Top of Data shown

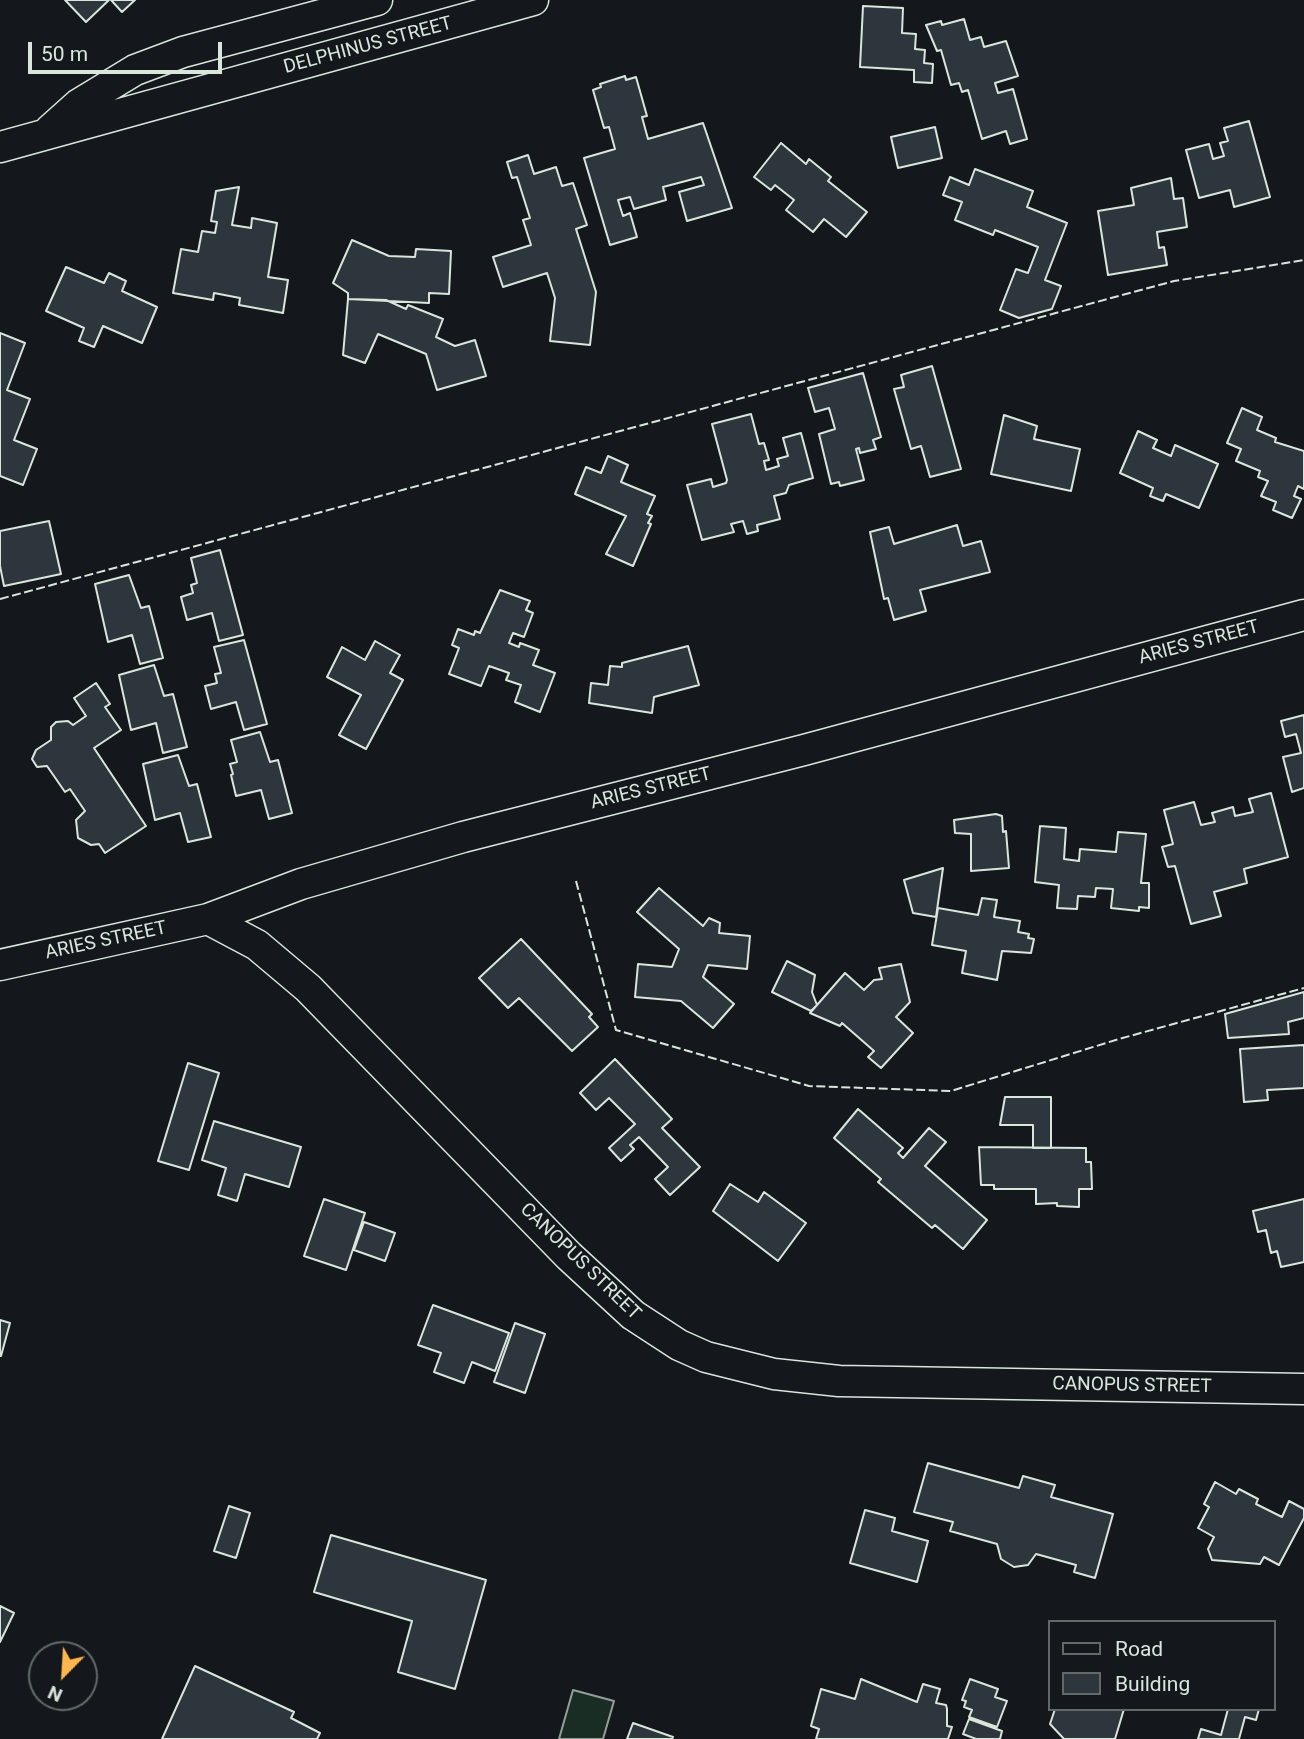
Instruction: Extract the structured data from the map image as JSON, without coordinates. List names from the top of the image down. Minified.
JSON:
{"streets":{"street":["DELPHINUS STREET","ARIES STREET","CANOPUS STREET"]},"crossings":[["ARIES STREET","CANOPUS STREET"]],"legend":["Road","Building"],"scale_bar":"50 m","north":"bottom left"}
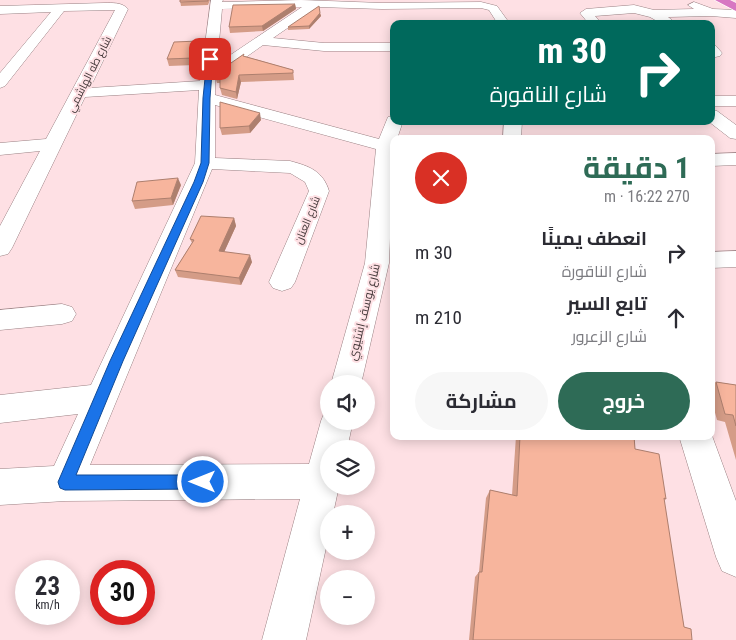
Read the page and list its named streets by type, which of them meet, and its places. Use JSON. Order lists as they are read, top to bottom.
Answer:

Bottom of Data shown

**Work instructions:** Restate the data word for word without pictures.

**Task answer:**
Instruction: Extract the structured data from the map image as JSON, without coordinates. List names from the top of the image down. Minified.
JSON:
{"streets":{"street":["DELPHINUS STREET","ARIES STREET","CANOPUS STREET"]},"crossings":[["ARIES STREET","CANOPUS STREET"]],"legend":["Road","Building"],"scale_bar":"50 m","north":"bottom left"}
Read the page and list its named streets by type, which of them meet, and its places. Use JSON. Order lists as they are read, top to bottom.
Answer:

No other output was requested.